[Records from a data collection]
################
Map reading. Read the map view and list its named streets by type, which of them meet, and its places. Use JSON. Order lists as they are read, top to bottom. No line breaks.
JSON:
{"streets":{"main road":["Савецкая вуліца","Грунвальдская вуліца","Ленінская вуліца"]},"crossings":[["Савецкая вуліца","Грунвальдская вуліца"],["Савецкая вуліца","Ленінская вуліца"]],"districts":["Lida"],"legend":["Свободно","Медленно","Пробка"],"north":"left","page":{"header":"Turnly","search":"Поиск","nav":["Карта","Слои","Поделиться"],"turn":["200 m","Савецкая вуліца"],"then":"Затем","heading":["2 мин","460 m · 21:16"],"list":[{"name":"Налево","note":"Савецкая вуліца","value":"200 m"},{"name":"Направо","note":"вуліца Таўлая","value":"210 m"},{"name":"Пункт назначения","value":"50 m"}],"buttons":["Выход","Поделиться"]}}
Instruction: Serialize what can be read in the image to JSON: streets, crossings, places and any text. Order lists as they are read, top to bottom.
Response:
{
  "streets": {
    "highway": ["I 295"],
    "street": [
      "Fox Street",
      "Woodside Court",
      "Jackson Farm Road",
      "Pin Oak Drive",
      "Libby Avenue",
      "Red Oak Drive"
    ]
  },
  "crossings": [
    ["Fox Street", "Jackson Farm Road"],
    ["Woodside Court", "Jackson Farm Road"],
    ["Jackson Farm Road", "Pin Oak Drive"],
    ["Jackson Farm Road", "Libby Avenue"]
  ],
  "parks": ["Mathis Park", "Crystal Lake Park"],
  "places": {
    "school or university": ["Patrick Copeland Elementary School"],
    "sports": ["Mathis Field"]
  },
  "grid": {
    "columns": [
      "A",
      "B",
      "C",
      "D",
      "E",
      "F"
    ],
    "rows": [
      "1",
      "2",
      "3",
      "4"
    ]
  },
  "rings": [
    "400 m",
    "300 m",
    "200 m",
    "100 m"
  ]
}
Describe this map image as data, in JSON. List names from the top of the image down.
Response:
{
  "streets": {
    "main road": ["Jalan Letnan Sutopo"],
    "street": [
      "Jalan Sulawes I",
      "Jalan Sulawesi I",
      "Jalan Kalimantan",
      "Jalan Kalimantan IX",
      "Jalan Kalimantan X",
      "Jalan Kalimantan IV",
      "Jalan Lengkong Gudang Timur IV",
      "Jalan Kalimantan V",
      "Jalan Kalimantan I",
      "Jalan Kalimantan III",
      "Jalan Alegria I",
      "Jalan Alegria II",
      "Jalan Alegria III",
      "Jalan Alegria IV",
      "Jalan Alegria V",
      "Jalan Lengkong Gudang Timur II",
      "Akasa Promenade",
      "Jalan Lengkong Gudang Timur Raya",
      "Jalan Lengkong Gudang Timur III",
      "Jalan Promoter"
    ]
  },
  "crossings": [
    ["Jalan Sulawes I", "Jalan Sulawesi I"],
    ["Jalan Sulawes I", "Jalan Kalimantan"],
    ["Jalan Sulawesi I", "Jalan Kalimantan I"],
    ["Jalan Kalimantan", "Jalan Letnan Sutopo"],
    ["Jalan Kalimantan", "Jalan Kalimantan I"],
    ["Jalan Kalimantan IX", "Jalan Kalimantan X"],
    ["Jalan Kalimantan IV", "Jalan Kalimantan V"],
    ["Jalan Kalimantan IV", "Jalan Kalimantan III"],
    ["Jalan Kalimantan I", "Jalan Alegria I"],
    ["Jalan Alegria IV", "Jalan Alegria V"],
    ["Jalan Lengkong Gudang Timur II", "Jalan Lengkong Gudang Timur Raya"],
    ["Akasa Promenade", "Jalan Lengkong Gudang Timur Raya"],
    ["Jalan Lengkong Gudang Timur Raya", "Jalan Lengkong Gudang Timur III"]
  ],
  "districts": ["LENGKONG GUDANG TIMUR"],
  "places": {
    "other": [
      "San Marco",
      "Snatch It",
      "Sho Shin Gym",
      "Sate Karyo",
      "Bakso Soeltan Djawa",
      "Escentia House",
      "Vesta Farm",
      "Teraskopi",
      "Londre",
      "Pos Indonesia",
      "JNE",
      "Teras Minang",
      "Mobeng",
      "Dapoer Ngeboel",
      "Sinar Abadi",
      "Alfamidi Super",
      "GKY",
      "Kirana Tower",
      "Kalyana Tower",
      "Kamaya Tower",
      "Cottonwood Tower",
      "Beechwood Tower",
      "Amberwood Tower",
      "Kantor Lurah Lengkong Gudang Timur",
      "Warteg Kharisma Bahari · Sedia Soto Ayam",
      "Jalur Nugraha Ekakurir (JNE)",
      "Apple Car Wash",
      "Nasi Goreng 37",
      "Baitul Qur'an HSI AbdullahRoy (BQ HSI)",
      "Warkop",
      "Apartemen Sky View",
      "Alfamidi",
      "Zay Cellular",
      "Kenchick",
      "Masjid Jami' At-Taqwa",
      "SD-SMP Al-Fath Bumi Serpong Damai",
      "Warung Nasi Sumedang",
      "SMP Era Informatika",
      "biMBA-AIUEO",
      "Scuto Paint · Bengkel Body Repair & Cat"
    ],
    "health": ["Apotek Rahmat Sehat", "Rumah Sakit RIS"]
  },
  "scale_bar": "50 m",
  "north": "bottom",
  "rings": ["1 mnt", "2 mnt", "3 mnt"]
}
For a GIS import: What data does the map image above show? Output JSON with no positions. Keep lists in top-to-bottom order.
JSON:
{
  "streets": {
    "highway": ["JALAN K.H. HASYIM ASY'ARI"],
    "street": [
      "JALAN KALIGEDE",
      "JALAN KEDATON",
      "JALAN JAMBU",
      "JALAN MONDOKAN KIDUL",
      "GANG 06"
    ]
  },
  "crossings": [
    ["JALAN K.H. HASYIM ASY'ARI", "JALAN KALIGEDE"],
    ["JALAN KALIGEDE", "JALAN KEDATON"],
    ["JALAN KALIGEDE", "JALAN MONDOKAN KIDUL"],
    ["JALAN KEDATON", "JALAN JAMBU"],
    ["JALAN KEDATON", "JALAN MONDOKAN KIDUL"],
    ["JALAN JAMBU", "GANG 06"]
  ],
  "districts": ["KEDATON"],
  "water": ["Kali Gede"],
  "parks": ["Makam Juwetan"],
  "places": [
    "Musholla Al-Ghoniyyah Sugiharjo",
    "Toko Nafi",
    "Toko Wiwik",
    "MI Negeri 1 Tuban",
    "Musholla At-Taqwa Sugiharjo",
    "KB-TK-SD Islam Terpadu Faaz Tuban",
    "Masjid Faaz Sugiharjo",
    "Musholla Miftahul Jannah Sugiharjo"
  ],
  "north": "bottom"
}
################
Quote the data above in full, changing nothing.

Map reading. Read the map view and list its named streets by type, which of them meet, and its places. Use JSON. Order lists as they are read, top to bottom. No line breaks.
JSON:
{"streets":{"main road":["Савецкая вуліца","Грунвальдская вуліца","Ленінская вуліца"]},"crossings":[["Савецкая вуліца","Грунвальдская вуліца"],["Савецкая вуліца","Ленінская вуліца"]],"districts":["Lida"],"legend":["Свободно","Медленно","Пробка"],"north":"left","page":{"header":"Turnly","search":"Поиск","nav":["Карта","Слои","Поделиться"],"turn":["200 m","Савецкая вуліца"],"then":"Затем","heading":["2 мин","460 m · 21:16"],"list":[{"name":"Налево","note":"Савецкая вуліца","value":"200 m"},{"name":"Направо","note":"вуліца Таўлая","value":"210 m"},{"name":"Пункт назначения","value":"50 m"}],"buttons":["Выход","Поделиться"]}}
Instruction: Serialize what can be read in the image to JSON: streets, crossings, places and any text. Order lists as they are read, top to bottom.
Response:
{
  "streets": {
    "highway": ["I 295"],
    "street": [
      "Fox Street",
      "Woodside Court",
      "Jackson Farm Road",
      "Pin Oak Drive",
      "Libby Avenue",
      "Red Oak Drive"
    ]
  },
  "crossings": [
    ["Fox Street", "Jackson Farm Road"],
    ["Woodside Court", "Jackson Farm Road"],
    ["Jackson Farm Road", "Pin Oak Drive"],
    ["Jackson Farm Road", "Libby Avenue"]
  ],
  "parks": ["Mathis Park", "Crystal Lake Park"],
  "places": {
    "school or university": ["Patrick Copeland Elementary School"],
    "sports": ["Mathis Field"]
  },
  "grid": {
    "columns": [
      "A",
      "B",
      "C",
      "D",
      "E",
      "F"
    ],
    "rows": [
      "1",
      "2",
      "3",
      "4"
    ]
  },
  "rings": [
    "400 m",
    "300 m",
    "200 m",
    "100 m"
  ]
}
Describe this map image as data, in JSON. List names from the top of the image down.
Response:
{
  "streets": {
    "main road": ["Jalan Letnan Sutopo"],
    "street": [
      "Jalan Sulawes I",
      "Jalan Sulawesi I",
      "Jalan Kalimantan",
      "Jalan Kalimantan IX",
      "Jalan Kalimantan X",
      "Jalan Kalimantan IV",
      "Jalan Lengkong Gudang Timur IV",
      "Jalan Kalimantan V",
      "Jalan Kalimantan I",
      "Jalan Kalimantan III",
      "Jalan Alegria I",
      "Jalan Alegria II",
      "Jalan Alegria III",
      "Jalan Alegria IV",
      "Jalan Alegria V",
      "Jalan Lengkong Gudang Timur II",
      "Akasa Promenade",
      "Jalan Lengkong Gudang Timur Raya",
      "Jalan Lengkong Gudang Timur III",
      "Jalan Promoter"
    ]
  },
  "crossings": [
    ["Jalan Sulawes I", "Jalan Sulawesi I"],
    ["Jalan Sulawes I", "Jalan Kalimantan"],
    ["Jalan Sulawesi I", "Jalan Kalimantan I"],
    ["Jalan Kalimantan", "Jalan Letnan Sutopo"],
    ["Jalan Kalimantan", "Jalan Kalimantan I"],
    ["Jalan Kalimantan IX", "Jalan Kalimantan X"],
    ["Jalan Kalimantan IV", "Jalan Kalimantan V"],
    ["Jalan Kalimantan IV", "Jalan Kalimantan III"],
    ["Jalan Kalimantan I", "Jalan Alegria I"],
    ["Jalan Alegria IV", "Jalan Alegria V"],
    ["Jalan Lengkong Gudang Timur II", "Jalan Lengkong Gudang Timur Raya"],
    ["Akasa Promenade", "Jalan Lengkong Gudang Timur Raya"],
    ["Jalan Lengkong Gudang Timur Raya", "Jalan Lengkong Gudang Timur III"]
  ],
  "districts": ["LENGKONG GUDANG TIMUR"],
  "places": {
    "other": [
      "San Marco",
      "Snatch It",
      "Sho Shin Gym",
      "Sate Karyo",
      "Bakso Soeltan Djawa",
      "Escentia House",
      "Vesta Farm",
      "Teraskopi",
      "Londre",
      "Pos Indonesia",
      "JNE",
      "Teras Minang",
      "Mobeng",
      "Dapoer Ngeboel",
      "Sinar Abadi",
      "Alfamidi Super",
      "GKY",
      "Kirana Tower",
      "Kalyana Tower",
      "Kamaya Tower",
      "Cottonwood Tower",
      "Beechwood Tower",
      "Amberwood Tower",
      "Kantor Lurah Lengkong Gudang Timur",
      "Warteg Kharisma Bahari · Sedia Soto Ayam",
      "Jalur Nugraha Ekakurir (JNE)",
      "Apple Car Wash",
      "Nasi Goreng 37",
      "Baitul Qur'an HSI AbdullahRoy (BQ HSI)",
      "Warkop",
      "Apartemen Sky View",
      "Alfamidi",
      "Zay Cellular",
      "Kenchick",
      "Masjid Jami' At-Taqwa",
      "SD-SMP Al-Fath Bumi Serpong Damai",
      "Warung Nasi Sumedang",
      "SMP Era Informatika",
      "biMBA-AIUEO",
      "Scuto Paint · Bengkel Body Repair & Cat"
    ],
    "health": ["Apotek Rahmat Sehat", "Rumah Sakit RIS"]
  },
  "scale_bar": "50 m",
  "north": "bottom",
  "rings": ["1 mnt", "2 mnt", "3 mnt"]
}
For a GIS import: What data does the map image above show? Output JSON with no positions. Keep lists in top-to-bottom order.
JSON:
{
  "streets": {
    "highway": ["JALAN K.H. HASYIM ASY'ARI"],
    "street": [
      "JALAN KALIGEDE",
      "JALAN KEDATON",
      "JALAN JAMBU",
      "JALAN MONDOKAN KIDUL",
      "GANG 06"
    ]
  },
  "crossings": [
    ["JALAN K.H. HASYIM ASY'ARI", "JALAN KALIGEDE"],
    ["JALAN KALIGEDE", "JALAN KEDATON"],
    ["JALAN KALIGEDE", "JALAN MONDOKAN KIDUL"],
    ["JALAN KEDATON", "JALAN JAMBU"],
    ["JALAN KEDATON", "JALAN MONDOKAN KIDUL"],
    ["JALAN JAMBU", "GANG 06"]
  ],
  "districts": ["KEDATON"],
  "water": ["Kali Gede"],
  "parks": ["Makam Juwetan"],
  "places": [
    "Musholla Al-Ghoniyyah Sugiharjo",
    "Toko Nafi",
    "Toko Wiwik",
    "MI Negeri 1 Tuban",
    "Musholla At-Taqwa Sugiharjo",
    "KB-TK-SD Islam Terpadu Faaz Tuban",
    "Masjid Faaz Sugiharjo",
    "Musholla Miftahul Jannah Sugiharjo"
  ],
  "north": "bottom"
}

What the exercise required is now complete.